Pendant des années, de nombreuses entreprises ont relégué la résilience des données au second plan. Mais au fil du temps, la montée en puissance des niveaux de menaces, les nouvelles réglementations et les bonnes pratiques à mettre en place ont tiré le signal d’alarme. En conséquence, la résilience des données figure désormais au centre de toutes les préoccupations.

Remettre les pendules à l’heure

Si la prise de conscience constitue une étape importante du processus, la préparation en est une autre. Alors que les critères de référence du secteur sont mieux établis et que les entreprises savent désormais ce dont elles ont besoin, elles sont mises face à une constatation dérangeante : elles ne sont malheureusement pas aussi bien préparées qu’elles devraient l’être.

Un récent rapport sur la résilience des données au sein des grandes entreprises, mené en collaboration avec le cabinet McKinsey, a notamment révélé que plusieurs aspects clés de la cyberrésilience (incluant des principes fondamentaux tels que « les personnes et les processus ») étaient régulièrement signalés par les entreprises interrogées comme présentant des lacunes importantes.

Comment les entreprises en sont-elles arrivées là et comment peuvent-elles combler ces lacunes ? Pour les décideurs, la résilience n’est peut-être pas perçue comme un sujet prioritaire ou une préoccupation critique pour l’entreprise.

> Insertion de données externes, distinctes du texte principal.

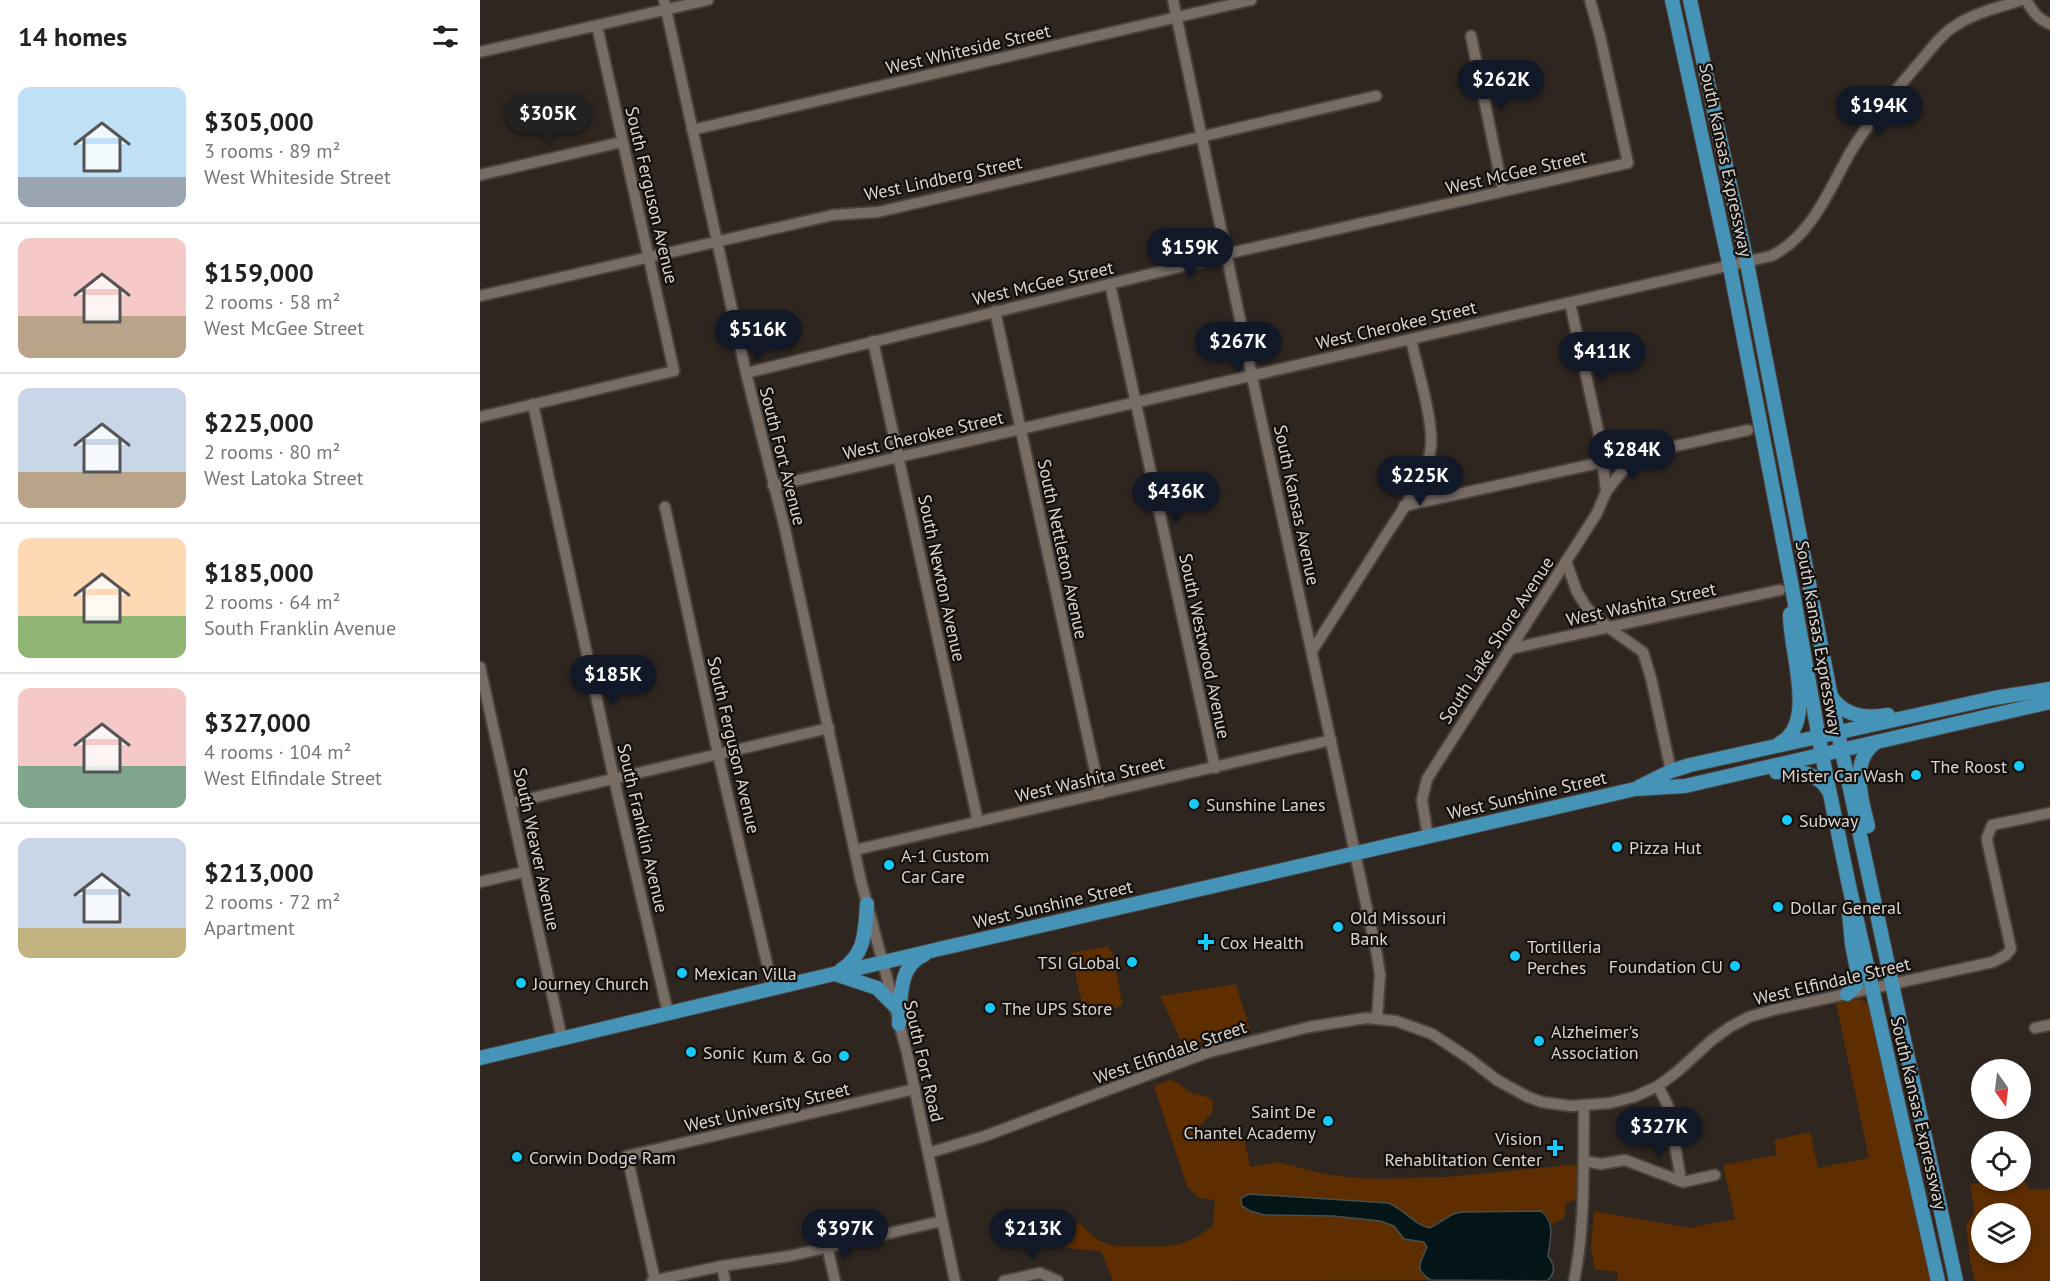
<!DOCTYPE html>
<html lang="en">
<head>
<meta charset="utf-8">
<style>
  body { margin:0; font-family:"PT Sans",sans-serif; background:#f2f2f2; color:#222; height:100vh; display:flex; flex-direction:column; font-size:22px; white-space:nowrap }
  * { box-sizing:border-box; margin:0 }
  p { font-size:20px; color:#767676 }
  .icon { flex:none; width:33px; height:33px; fill:none; stroke:currentColor; stroke-width:2; stroke-linecap:round; stroke-linejoin:round }
  .map { position:relative; flex:1; overflow:hidden }
  .panel { display:flex; flex-direction:column; background:#fff; width:480px }
  .panel>* { flex:none }
  .needle { width:39px; rotate:166deg }
  .buttons { position:absolute; left:1491px; top:1059px; display:grid; gap:12px }
  .buttons a { display:grid; place-items:center; width:60px; height:60px; border-radius:50%; background:#fff; box-shadow:0 3px 9px #0003; font-size:30px }
  .price { position:absolute; translate:-50% -51px; padding:0 14px; border-radius:21px; background:#111827; color:#fff; font-size:20px; line-height:39px; filter:drop-shadow(0 2px 3px #0008) }
  .price::after { content:''; position:absolute; left:50%; top:36px; width:18px; height:14px; margin-left:-9px; background:inherit; clip-path:polygon(0 0,100% 0,50% 100%) }
  .price.current { background:#222; color:#fff }
  ul { padding:0; list-style:none }
  li { display:flex; align-items:center; gap:18px; height:150px; padding:0 18px }
  li+li { border-top:2px solid #e0e0e0 }
  li span { display:grid; place-items:center; flex:none; width:168px; height:120px; border-radius:12px; color:#555 }
  li>.icon { margin-inline-start:auto }
  span .icon { width:72px; height:72px; fill:#fffc; stroke-width:1 }
  li b { font-size:26px }
  h2 { display:flex; justify-content:space-between; align-items:center; height:72px; padding:0 18px; font-size:26px }
  main { display:flex; flex:1; min-height:0 }
  .map>svg:first-child { display:block }
  .green { fill:#5e2e00; fill-rule:evenodd }
  .water { fill:#031516; stroke:#444f4e; stroke-width:1.5 }
  .lines { fill:none; stroke-linecap:round; stroke-linejoin:round }
  .minor-casing { stroke:#4a423d; stroke-width:14 }
  .major-casing { stroke:#4a423d; stroke-width:16 }
  .minor { stroke:#786d65; stroke-width:10 }
  .major { stroke:#4693b8; stroke-width:14 }
  .poi-dot { fill:#16cafb; stroke:#14100d; stroke-width:2 }
  .labels { text-anchor:middle; dominant-baseline:central; stroke-width:4.5; stroke-linejoin:round; paint-order:stroke }
  .street-label { font-size:18px; fill:#dbd5d1; stroke:#14100d }
  .poi-label { font-size:18px; fill:#dbd5d1; stroke:#14100d; text-anchor:start }
</style>
</head>
<body>
<main>
<section class="panel">
<h2>14 homes<svg class="icon" aria-label="filters" viewBox="0 0 24 24"><path d="M4 7h16M4 17h16"/><circle cx="9" cy="7" r="2"/><circle cx="15" cy="17" r="2"/></svg></h2>
<ul>
<li><span style="background:linear-gradient(#bfe0f5 75%,#9aa5b1 0)"><svg class="icon" aria-label="home" viewBox="0 0 24 24"><path d="M3 11l9-7 9 7M6 9v11h12V9"/></svg></span><div><b>$305,000</b><p>3 rooms · 89 m²</p><p>West Whiteside Street</p></div></li>
<li><span style="background:linear-gradient(#f6c9c9 65%,#b9a48a 0)"><svg class="icon" aria-label="home" viewBox="0 0 24 24"><path d="M3 11l9-7 9 7M6 9v11h12V9"/></svg></span><div><b>$159,000</b><p>2 rooms · 58 m²</p><p>West McGee Street</p></div></li>
<li><span style="background:linear-gradient(#c9d6e8 70%,#b9a48a 0)"><svg class="icon" aria-label="home" viewBox="0 0 24 24"><path d="M3 11l9-7 9 7M6 9v11h12V9"/></svg></span><div><b>$225,000</b><p>2 rooms · 80 m²</p><p>West Latoka Street</p></div></li>
<li><span style="background:linear-gradient(#ffd9b3 65%,#8fb573 0)"><svg class="icon" aria-label="home" viewBox="0 0 24 24"><path d="M3 11l9-7 9 7M6 9v11h12V9"/></svg></span><div><b>$185,000</b><p>2 rooms · 64 m²</p><p>South Franklin Avenue</p></div></li>
<li><span style="background:linear-gradient(#f6c9c9 65%,#7fa58c 0)"><svg class="icon" aria-label="home" viewBox="0 0 24 24"><path d="M3 11l9-7 9 7M6 9v11h12V9"/></svg></span><div><b>$327,000</b><p>4 rooms · 104 m²</p><p>West Elfindale Street</p></div></li>
<li><span style="background:linear-gradient(#c9d6e8 75%,#c2b280 0)"><svg class="icon" aria-label="home" viewBox="0 0 24 24"><path d="M3 11l9-7 9 7M6 9v11h12V9"/></svg></span><div><b>$213,000</b><p>2 rooms · 72 m²</p><p>Apartment</p></div></li>
</ul>
</section>
<div class="map">
<svg width="1570" height="1281" viewBox="0 0 1570 1281">
  <rect width="100%" height="100%" fill="#2f2620"/>
  <g class="green">
    <polygon points="628,946 633,955 642,1001 641,1006 605,1018 591,953"/>
    <polygon points="756,984 770,1030 704,1047 680,996"/>
    <polygon points="1379,999 1388,1003 1391,1008 1453,1281 1137,1281 1138,1272 1115,1269 1111,1247 1114,1211 1209,1228 1255,1219 1243,1165 1297,1155 1294,1140 1330,1132 1338,1168 1389,1158 1356,1003"/>
    <path d="M689,1080C702,1083 701,1087 710,1092C720,1097 724,1092 733,1102L732,1113L718,1127L736,1133L764,1137L770,1167L798,1162L844,1174L875,1178L905,1179L967,1177L1100,1164L1097,1199L1086,1203L1084,1218L1071,1225L1068,1216L964,1219L950,1228C934,1225 924,1209 908,1203L769,1194L836,1216H853L900,1221L914,1226L924,1239L944,1241L947,1246L944,1253L943,1276L951,1280L633,1281L621,1251L577,1247L572,1229L600,1223C607,1231 619,1243 630,1245C637,1247 647,1246 654,1246C686,1247 708,1248 733,1225L735,1200L719,1198L707,1186L674,1086Z"/>
    <path d="M1542,1175L1549,1190L1570,1189V1281H1495L1490,1259L1486,1224L1494,1214L1491,1184L1510,1181L1540,1180ZM1502,1214H1540V1252H1502Z"/>
  </g>
  <path class="water" d="M769,1194L908,1203C924,1209 934,1225 950,1228L973,1214L982,1212L1061,1211C1076,1223 1070,1239 1068,1256C1075,1266 1076,1272 1067,1281L951,1280C933,1270 941,1262 947,1247L944,1242L924,1239L914,1226L900,1221L853,1216L785,1215L770,1211L762,1206L761,1198Z"/>
  <g class="lines">
    <g class="minor-casing">
      <g id="minor">
        <polyline points="184,0 266,373 305,529 381,881 427,1053 475,1281"/>
        <polyline points="693,0 774,386 897,955 900,975 897,1018"/>
        <path d="M1546,0C1553,12 1558,19 1570,24"/>
        <polyline points="991,36 1023,191"/>
        <polyline points="0,52 228,0"/>
        <polyline points="212,130 771,0"/>
        <polyline points="0,175 142,142"/>
        <polyline points="630,284 735,768"/>
        <polyline points="0,296 353,215 398,212 896,96"/>
        <polyline points="515,311 620,794"/>
        <polyline points="393,341 498,822"/>
        <polyline points="266,373 732,259 746,254 1148,163 1120,36 1110,0"/>
        <polyline points="53,404 134,779 188,1013"/>
        <polyline points="0,417 194,371 117,26"/>
        <path d="M293,486L1291,256C1331,237 1349,190 1370,153C1389,121 1415,91 1439,63C1451,49 1462,33 1478,24C1497,12 1520,7 1542,0"/>
        <polyline points="1126,492 1138,476 1157,456"/>
        <polyline points="924,506 1268,430"/>
        <polyline points="185,507 238,754 293,989"/>
        <polyline points="1086,561 1097,592 1107,608 1129,628 1163,652 1171,678 1191,771"/>
        <polyline points="1029,649 1300,590"/>
        <path d="M832,651C855,615 878,579 901,543C918,515 948,479 951,446C953,417 937,369 931,339"/>
        <polyline points="0,667 82,1039"/>
        <polyline points="31,803 349,728"/>
        <polyline points="948,837 942,800 947,779 1117,513 1126,492 1123,463 1124,457 1090,303"/>
        <polyline points="375,850 851,740"/>
        <polyline points="0,882 44,872"/>
        <polyline points="1555,1028 1570,1025"/>
        <polyline points="448,1153 505,1136 726,1053 829,1027 886,1018 916,1021 952,1034 987,1057 1017,1080 1048,1097 1062,1102 1090,1106 1130,1103 1154,1097 1178,1086 1198,1071 1232,1040 1250,1027 1269,1017 1293,1010 1513,962 1526,955 1531,949 1508,845 1507,838 1512,825 1570,813"/>
        <polyline points="1104,1161 1121,1164 1145,1160 1195,1179 1200,1174 1188,1106 1178,1086"/>
        <polyline points="1195,1179 1203,1182 1235,1175"/>
        <polyline points="347,1246 355,1281"/>
        <polyline points="242,1266 245,1281"/>
        <polyline points="175,1280 147,1156 435,1089"/>
        <polyline points="172,1281 242,1266 310,1256 462,1221"/>
        <polyline points="524,1281 560,1273 578,1281"/>
        <path d="M1094,1281C1106,1223 1103,1164 1104,1106"/>
      </g>
    </g>
    <g class="major-casing">
      <g id="major">
        <polyline points="1192,0 1250,267 1311,582 1342,755 1368,881 1458,1281"/>
        <polyline points="1210,0 1267,263 1358,733 1476,1281"/>
        <path d="M1351,696C1364,716 1386,719 1408,715"/>
        <path d="M1300,743C1338,723 1309,649 1310,614"/>
        <path d="M1296,772C1315,770 1337,772 1348,790"/>
        <polyline points="1159,787 1191,771 1210,765 1514,698 1570,689"/>
        <path d="M1388,826C1382,801 1369,762 1395,743"/>
        <path d="M361,970C386,954 385,931 387,904"/>
        <polyline points="355,974 397,988 415,1006"/>
        <polyline points="1367,994 1376,985 1378,975 1372,944 1369,913"/>
        <path d="M419,1024C421,1000 418,965 444,955"/>
        <polyline points="0,1058 459,949 1155,789 1205,786 1570,702"/>
      </g>
    </g>
    <use href="#minor" class="minor"/>
    <use href="#major" class="major"/>
  </g>
  <g class="poi-dot">
    <circle cx="1539" cy="766" r="6"/>
    <circle cx="1436" cy="775" r="6"/>
    <circle cx="714" cy="804" r="6"/>
    <circle cx="1307" cy="820" r="6"/>
    <circle cx="1137" cy="847" r="6"/>
    <circle cx="409" cy="865" r="6"/>
    <circle cx="1298" cy="907" r="6"/>
    <circle cx="858" cy="927" r="6"/>
    <path d="M723 933h6v6h6v6h-6v6h-6v-6h-6v-6h6z"/>
    <circle cx="1035" cy="956" r="6"/>
    <circle cx="652" cy="962" r="6"/>
    <circle cx="1255" cy="966" r="6"/>
    <circle cx="202" cy="973" r="6"/>
    <circle cx="41" cy="983" r="6"/>
    <circle cx="510" cy="1008" r="6"/>
    <circle cx="1059" cy="1041" r="6"/>
    <circle cx="211" cy="1052" r="6"/>
    <circle cx="364" cy="1056" r="6"/>
    <circle cx="848" cy="1121" r="6"/>
    <path d="M1072 1139h6v6h6v6h-6v6h-6v-6h-6v-6h6z"/>
    <circle cx="37" cy="1157" r="6"/>
  </g>
  <g class="labels">
    <g class="street-label">
      <text transform="translate(488 49) rotate(-13)">West Whiteside Street</text>
      <text transform="translate(1246 160) rotate(78)">South Kansas Expressway</text>
      <text transform="translate(1036 172) rotate(-13)">West McGee Street</text>
      <text transform="translate(463 178) rotate(-12)">West Lindberg Street</text>
      <text transform="translate(172 195) rotate(77)">South Ferguson Avenue</text>
      <text transform="translate(563 283) rotate(-13)">West McGee Street</text>
      <text transform="translate(916 325) rotate(-13)">West Cherokee Street</text>
      <text transform="translate(443 435) rotate(-13)">West Cherokee Street</text>
      <text transform="translate(303 456) rotate(76)">South Fort Avenue</text>
      <text transform="translate(817 505) rotate(78)">South Kansas Avenue</text>
      <text transform="translate(583 549) rotate(78)">South Nettleton Avenue</text>
      <text transform="translate(462 578) rotate(78)">South Newton Avenue</text>
      <text transform="translate(1161 604) rotate(-12)">West Washita Street</text>
      <text transform="translate(1339 638) rotate(80)">South Kansas Expressway</text>
      <text transform="translate(1016 640) rotate(-57)">South Lake Shore Avenue</text>
      <text transform="translate(725 646) rotate(78)">South Westwood Avenue</text>
      <text transform="translate(254 745) rotate(77)">South Ferguson Avenue</text>
      <text transform="translate(610 779) rotate(-13)">West Washita Street</text>
      <text transform="translate(1047 795) rotate(-13)">West Sunshine Street</text>
      <text transform="translate(163 828) rotate(77)">South Franklin Avenue</text>
      <text transform="translate(57 849) rotate(78)">South Weaver Avenue</text>
      <text transform="translate(573 904) rotate(-13)">West Sunshine Street</text>
      <text transform="translate(1352 981) rotate(-13)">West Elfindale Street</text>
      <text transform="translate(690 1052) rotate(-19)">West Elfindale Street</text>
      <text transform="translate(444 1061) rotate(77)">South Fort Road</text>
      <text transform="translate(287 1107) rotate(-13)">West University Street</text>
      <text transform="translate(1439 1113) rotate(77)">South Kansas Expressway</text>
    </g>
    <g class="poi-label">
      <text x="1527" y="766" text-anchor="end">The Roost</text>
      <text x="1424" y="775" text-anchor="end">Mister Car Wash</text>
      <text x="726" y="804">Sunshine Lanes</text>
      <text x="1319" y="820">Subway</text>
      <text x="1149" y="847">Pizza Hut</text>
      <text x="421" y="855">A-1 Custom<tspan x="421" dy="21">Car Care</tspan></text>
      <text x="1310" y="907">Dollar General</text>
      <text x="870" y="917">Old Missouri<tspan x="870" dy="21">Bank</tspan></text>
      <text x="740" y="942">Cox Health</text>
      <text x="1047" y="946">Tortilleria<tspan x="1047" dy="21">Perches</tspan></text>
      <text x="640" y="962" text-anchor="end">TSI GLobal</text>
      <text x="1243" y="966" text-anchor="end">Foundation CU</text>
      <text x="214" y="973">Mexican Villa</text>
      <text x="53" y="983">Journey Church</text>
      <text x="522" y="1008">The UPS Store</text>
      <text x="1071" y="1031">Alzheimer's<tspan x="1071" dy="21">Association</tspan></text>
      <text x="223" y="1052">Sonic</text>
      <text x="352" y="1056" text-anchor="end">Kum &amp; Go</text>
      <text x="836" y="1111" text-anchor="end">Saint De<tspan x="836" dy="21">Chantel Academy</tspan></text>
      <text x="1062" y="1138" text-anchor="end">Vision<tspan x="1062" dy="21">Rehablitation Center</tspan></text>
      <text x="49" y="1157">Corwin Dodge Ram</text>
    </g>
  </g>
</svg>
<div class="buttons">
<a><svg class="needle" viewBox="-14 -14 28 28"><path d="M0-13l5 13h-10z" fill="#e53935"/><path d="M0 13l5-13h-10z" fill="#767676"/></svg></a>
<a><svg class="icon" aria-label="locate" viewBox="0 0 24 24"><circle cx="12" cy="12" r="6"/><path d="M12 2v4M12 18v4M2 12h4M18 12h4"/></svg></a>
<a><svg class="icon" aria-label="layers" viewBox="0 0 24 24"><path d="M12 4l9 5-9 5-9-5zM3 14l9 5 9-5"/></svg></a>
</div>
<b class="price" style="left:1021px;top:111px">$262K</b>
<b class="price" style="left:1399px;top:137px">$194K</b>
<b class="price current" style="left:68px;top:145px">$305K</b>
<b class="price" style="left:710px;top:279px">$159K</b>
<b class="price" style="left:278px;top:361px">$516K</b>
<b class="price" style="left:758px;top:373px">$267K</b>
<b class="price" style="left:1122px;top:383px">$411K</b>
<b class="price" style="left:1152px;top:481px">$284K</b>
<b class="price" style="left:940px;top:507px">$225K</b>
<b class="price" style="left:696px;top:523px">$436K</b>
<b class="price" style="left:133px;top:706px">$185K</b>
<b class="price" style="left:1179px;top:1158px">$327K</b>
<b class="price" style="left:365px;top:1260px">$397K</b>
<b class="price" style="left:553px;top:1260px">$213K</b>
</div>
</main>
</body>
</html>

Historiquement, elle a souvent été rattachée à la cybersécurité générale et tout le monde supposait qu’elle était
déjà mise en place.

Malheureusement, comme pour la plupart des incidents, la résilience des données ne peut être appréciée à sa juste valeur que lorsque les choses tournent mal. À l’exception du RSSI, les dirigeants d’entreprise ont souvent tendance à considérer les processus de sauvegarde et de récupération comme des filets de sécurité : ils oublient généralement leur présence, jusqu’à ce qu’ils soient impliqués dans un incident et qu’ils se félicitent soudainement d’avoir pensé à les mettre en place.

Grâce aux mesures répressives prises à l’encontre de certains des groupes de cybercriminels les plus importants, tels que BlackCat et LockBit, certains ont pu penser que le nombre de cyberattaques avait tendance à diminuer. Mais la réalité est toute autre : rien que l’année dernière, 69 % des entreprises ont essuyé au moins une attaque et 74 % d’entre elles reconnaissent n’avoir toujours pas adopté de bonnes pratiques en matière de résilience des données.

Aujourd’hui, les menaces ne cessent d’évoluer et prennent notamment la forme de plus petits groupes ou d’attaquants isolés qui parviennent à passer entre les mailles du filet. Par ailleurs, une nouvelle sous-section d’attaquants implique l’utilisation d’un tout nouvel arsenal, avec notamment des méthodes encore plus rapides d’attaque par exfiltration de données, qui ont de plus en plus le vent en poupe.

L’écriture est sur le mur

Selon le même rapport conduit en collaboration avec McKinsey, 74 % des entreprises interrogées ont révélé qu’elles ne disposaient pas de la maturité nécessaire pour se remettre d’une cyberattaque rapidement et en toute confiance. Si les lacunes en cyber résilience sont souvent une affaire de négligence, dans le cas présent, bon nombre de ces défaillances ont été directement signalées par l’entreprise. Pourtant, si les organisations sont conscientes de leurs lacunes, pourquoi n’ont-elles pas fait en sorte de les combler ?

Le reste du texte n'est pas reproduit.